Filter these entries down to lines holding "Hightower".

::: Exercise input :::

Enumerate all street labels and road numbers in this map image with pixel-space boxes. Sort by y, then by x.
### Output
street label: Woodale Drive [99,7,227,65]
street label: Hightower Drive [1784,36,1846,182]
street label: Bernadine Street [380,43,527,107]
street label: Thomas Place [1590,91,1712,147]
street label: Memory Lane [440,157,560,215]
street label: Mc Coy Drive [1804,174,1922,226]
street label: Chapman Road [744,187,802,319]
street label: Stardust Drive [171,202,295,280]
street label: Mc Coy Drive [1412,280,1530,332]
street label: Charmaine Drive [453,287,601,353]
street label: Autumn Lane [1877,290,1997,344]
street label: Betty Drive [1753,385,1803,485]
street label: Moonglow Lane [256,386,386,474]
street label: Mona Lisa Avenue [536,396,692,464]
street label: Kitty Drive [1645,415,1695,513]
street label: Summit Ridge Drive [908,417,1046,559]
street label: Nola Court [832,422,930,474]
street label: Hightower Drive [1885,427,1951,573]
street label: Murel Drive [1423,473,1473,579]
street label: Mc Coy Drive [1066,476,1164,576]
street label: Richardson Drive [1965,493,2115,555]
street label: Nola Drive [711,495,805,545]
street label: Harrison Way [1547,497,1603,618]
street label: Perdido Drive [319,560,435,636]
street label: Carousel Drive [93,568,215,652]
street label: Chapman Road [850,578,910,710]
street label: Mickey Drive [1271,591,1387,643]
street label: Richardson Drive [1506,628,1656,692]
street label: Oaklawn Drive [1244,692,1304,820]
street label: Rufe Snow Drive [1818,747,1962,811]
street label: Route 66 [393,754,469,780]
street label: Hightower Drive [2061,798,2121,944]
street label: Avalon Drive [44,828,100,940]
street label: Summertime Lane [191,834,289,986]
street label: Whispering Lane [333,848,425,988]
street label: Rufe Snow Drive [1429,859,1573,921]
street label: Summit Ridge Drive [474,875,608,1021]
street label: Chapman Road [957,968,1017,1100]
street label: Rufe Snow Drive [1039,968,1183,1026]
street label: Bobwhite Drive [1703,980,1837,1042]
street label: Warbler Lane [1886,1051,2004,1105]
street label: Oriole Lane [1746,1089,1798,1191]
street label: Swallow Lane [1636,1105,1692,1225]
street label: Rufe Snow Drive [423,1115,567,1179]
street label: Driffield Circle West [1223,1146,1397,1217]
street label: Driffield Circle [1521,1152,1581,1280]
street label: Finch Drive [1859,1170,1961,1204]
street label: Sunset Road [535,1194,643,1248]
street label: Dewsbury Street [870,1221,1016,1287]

:::

Task solution =
street label: Hightower Drive [1784,36,1846,182]
street label: Hightower Drive [1885,427,1951,573]
street label: Hightower Drive [2061,798,2121,944]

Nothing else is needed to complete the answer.